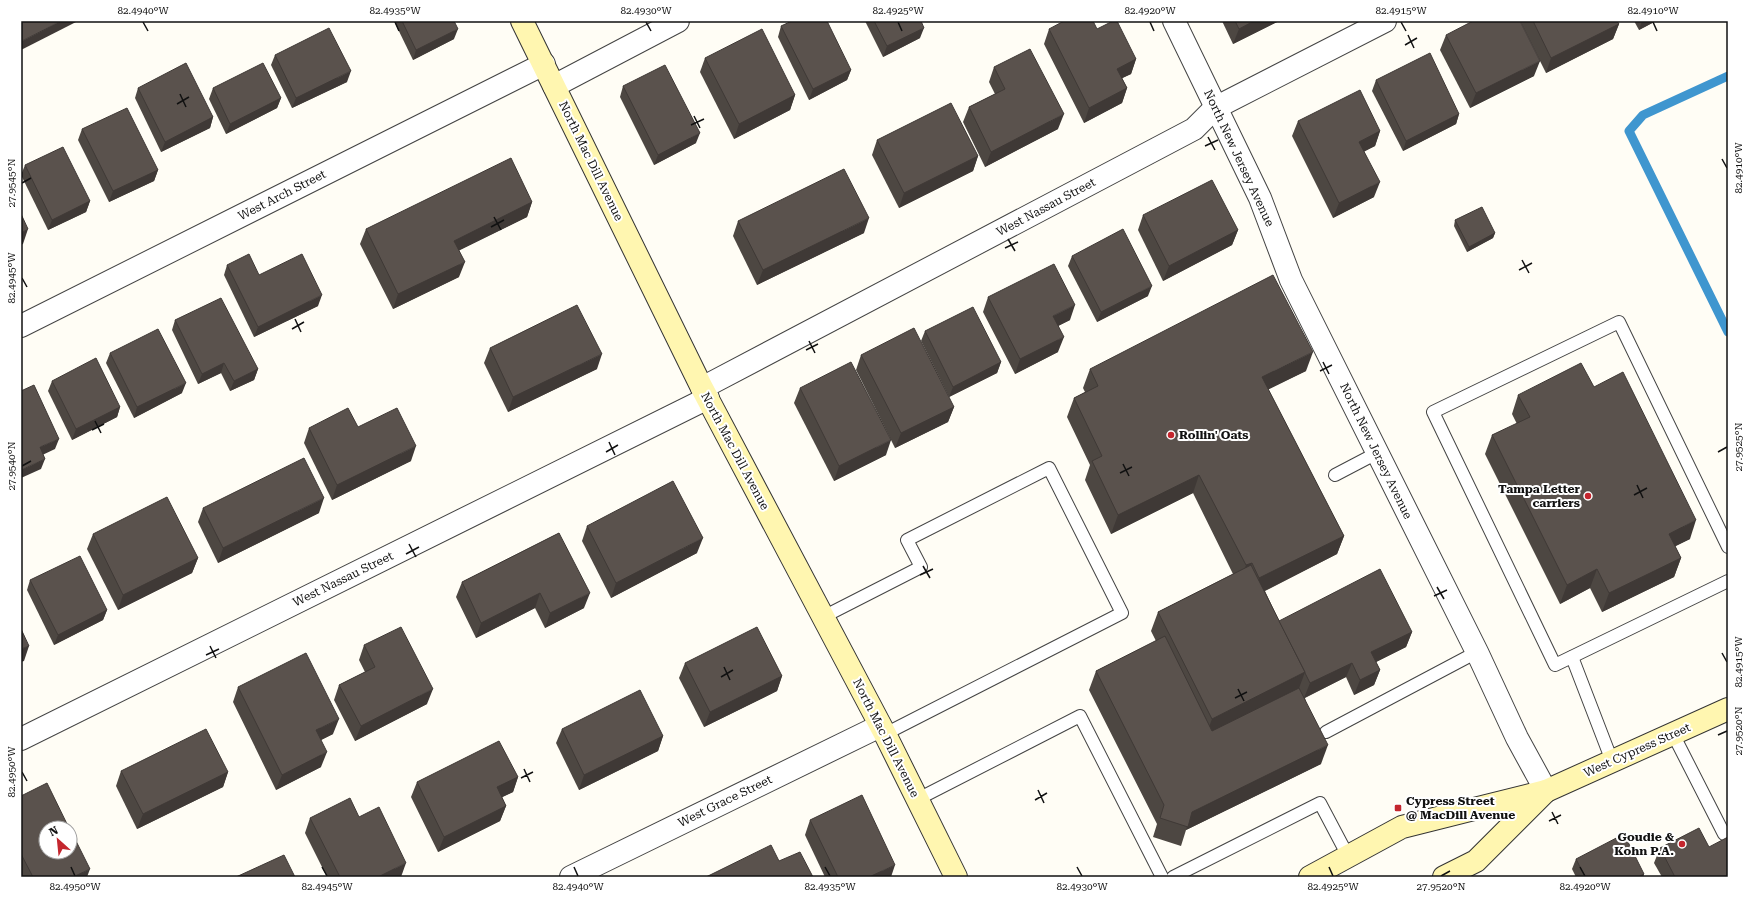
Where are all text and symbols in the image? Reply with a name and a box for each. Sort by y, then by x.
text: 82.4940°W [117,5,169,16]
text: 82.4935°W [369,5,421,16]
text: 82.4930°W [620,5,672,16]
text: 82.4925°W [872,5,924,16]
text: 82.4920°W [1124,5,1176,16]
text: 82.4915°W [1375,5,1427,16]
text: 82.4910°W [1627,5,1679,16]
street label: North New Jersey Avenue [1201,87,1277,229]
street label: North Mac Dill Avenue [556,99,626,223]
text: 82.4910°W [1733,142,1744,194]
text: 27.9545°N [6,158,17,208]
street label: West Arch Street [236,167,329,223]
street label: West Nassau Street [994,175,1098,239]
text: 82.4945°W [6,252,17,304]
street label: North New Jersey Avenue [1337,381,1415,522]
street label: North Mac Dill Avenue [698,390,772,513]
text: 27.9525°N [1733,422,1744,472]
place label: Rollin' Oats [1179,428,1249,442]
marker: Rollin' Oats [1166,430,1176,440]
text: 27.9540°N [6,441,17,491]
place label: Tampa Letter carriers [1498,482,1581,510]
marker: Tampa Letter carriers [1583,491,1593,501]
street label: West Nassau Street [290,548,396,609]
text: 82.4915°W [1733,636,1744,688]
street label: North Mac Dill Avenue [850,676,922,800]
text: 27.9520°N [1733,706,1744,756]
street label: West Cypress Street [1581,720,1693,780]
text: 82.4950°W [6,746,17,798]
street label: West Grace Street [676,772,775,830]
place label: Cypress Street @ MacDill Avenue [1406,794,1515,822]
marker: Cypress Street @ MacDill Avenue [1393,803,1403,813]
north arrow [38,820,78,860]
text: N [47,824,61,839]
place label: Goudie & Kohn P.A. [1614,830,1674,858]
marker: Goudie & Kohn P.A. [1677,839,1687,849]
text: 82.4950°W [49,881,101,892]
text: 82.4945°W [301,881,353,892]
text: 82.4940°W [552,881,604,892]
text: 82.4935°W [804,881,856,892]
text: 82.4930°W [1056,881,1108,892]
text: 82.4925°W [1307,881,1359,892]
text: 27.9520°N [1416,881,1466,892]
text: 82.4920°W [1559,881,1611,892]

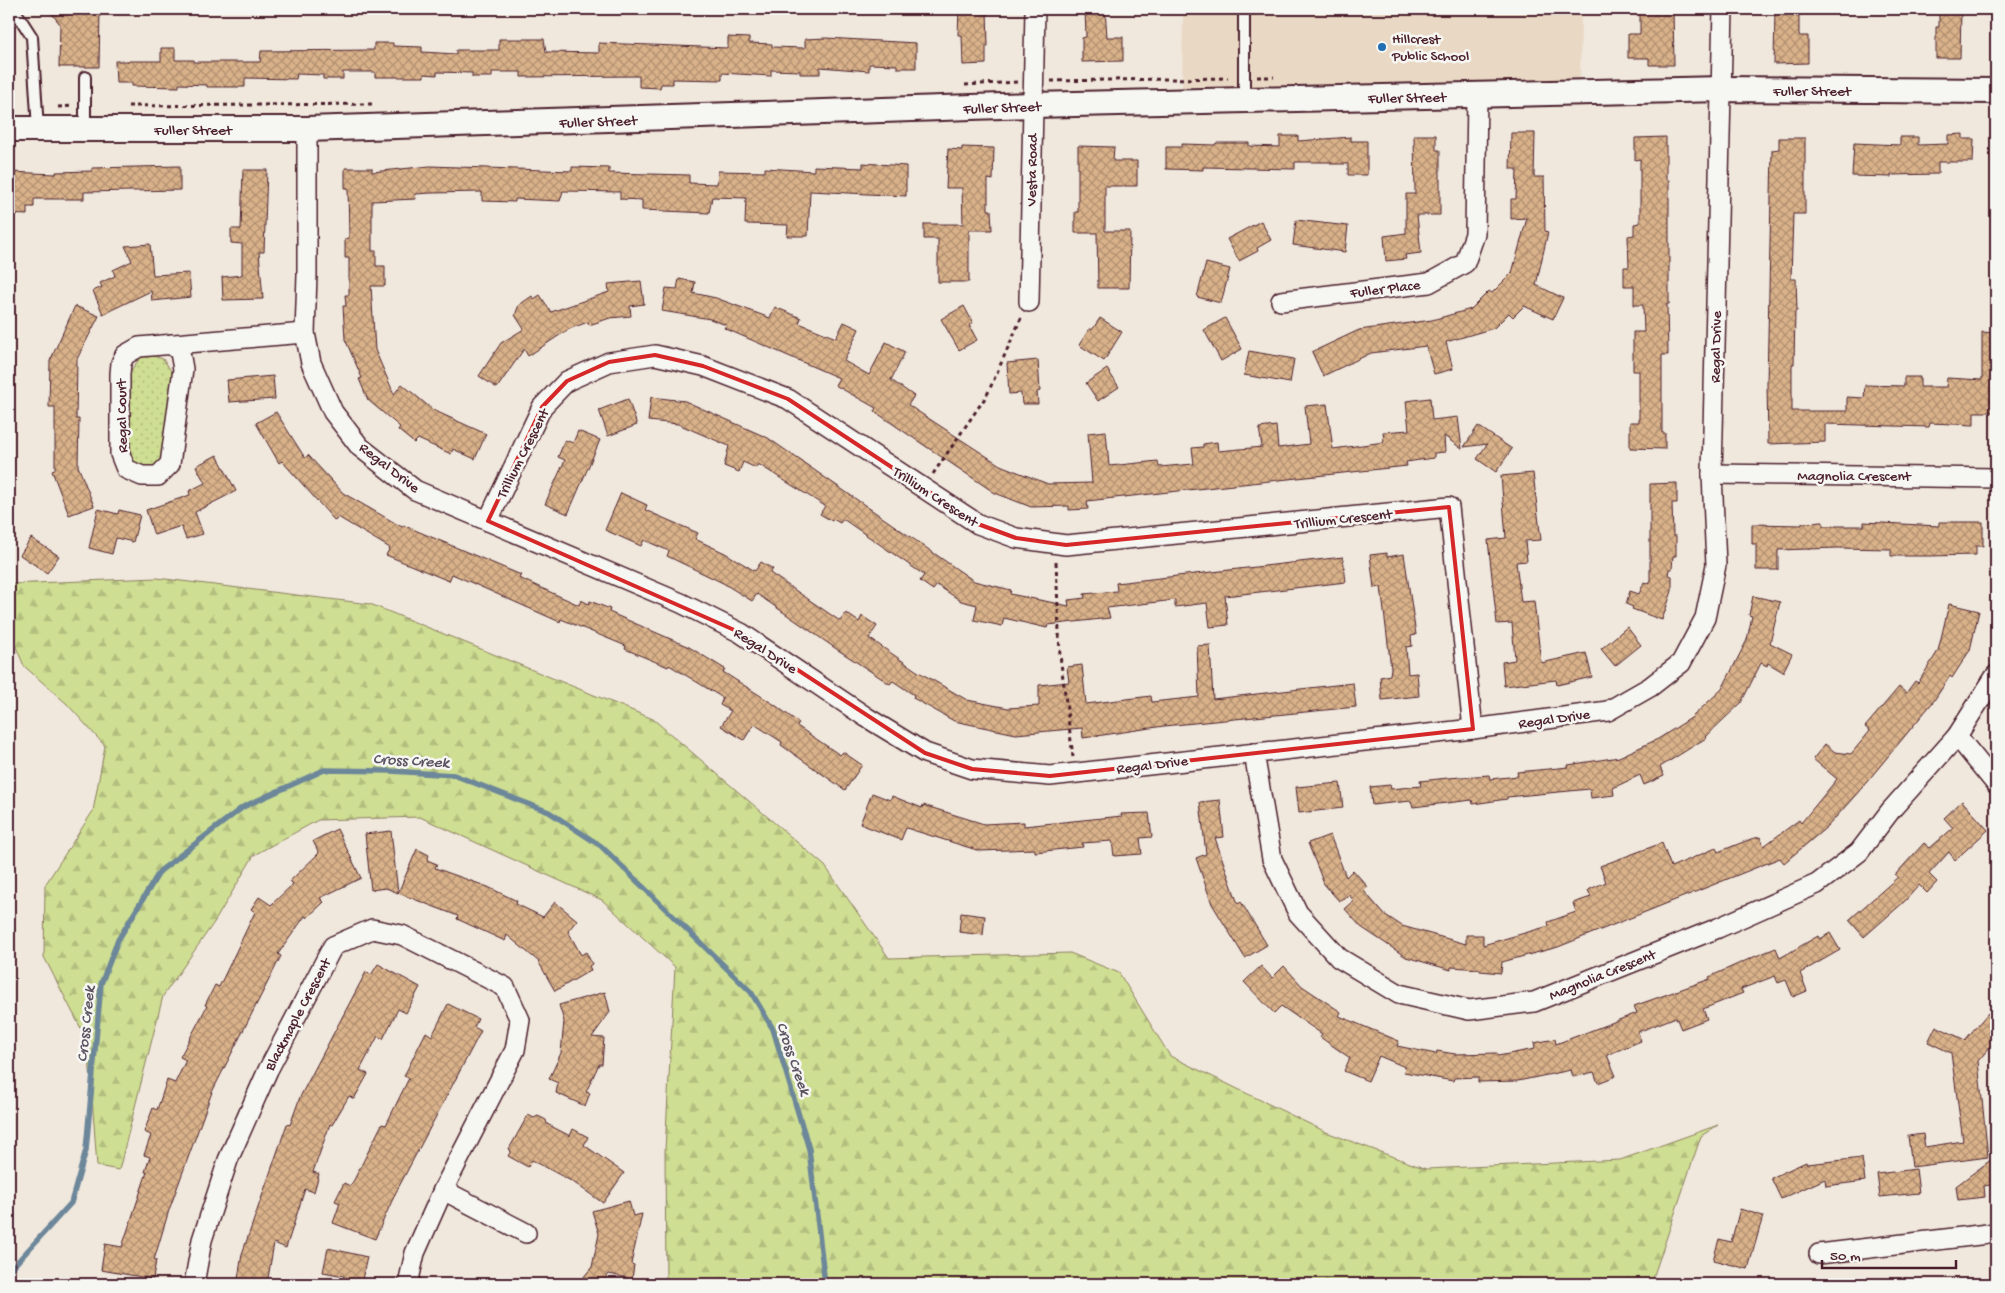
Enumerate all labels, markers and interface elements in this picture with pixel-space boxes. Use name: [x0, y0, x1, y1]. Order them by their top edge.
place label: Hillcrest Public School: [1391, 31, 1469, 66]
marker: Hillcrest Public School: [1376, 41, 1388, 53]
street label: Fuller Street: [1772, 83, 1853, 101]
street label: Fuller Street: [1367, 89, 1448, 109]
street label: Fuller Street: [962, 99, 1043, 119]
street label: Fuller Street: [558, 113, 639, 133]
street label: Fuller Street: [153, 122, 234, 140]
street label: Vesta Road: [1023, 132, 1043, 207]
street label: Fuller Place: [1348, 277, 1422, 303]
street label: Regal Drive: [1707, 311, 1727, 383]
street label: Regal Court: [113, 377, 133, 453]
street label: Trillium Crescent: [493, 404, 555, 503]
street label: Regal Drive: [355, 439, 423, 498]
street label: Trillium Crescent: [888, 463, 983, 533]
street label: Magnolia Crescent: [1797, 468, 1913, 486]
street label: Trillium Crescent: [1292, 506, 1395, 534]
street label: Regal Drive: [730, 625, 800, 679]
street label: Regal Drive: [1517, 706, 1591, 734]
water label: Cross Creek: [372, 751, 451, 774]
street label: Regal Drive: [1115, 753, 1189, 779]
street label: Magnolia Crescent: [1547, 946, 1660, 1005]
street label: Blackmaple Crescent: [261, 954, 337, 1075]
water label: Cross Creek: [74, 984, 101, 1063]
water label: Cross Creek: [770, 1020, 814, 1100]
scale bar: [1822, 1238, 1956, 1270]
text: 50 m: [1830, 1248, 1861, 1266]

WORK REQUEST: Check each line of the data above for the string "Nassau", and copy the ones that have it.

REPLY TO THE TASK:
street label: West Nassau Street [994,175,1098,239]
street label: West Nassau Street [290,548,396,609]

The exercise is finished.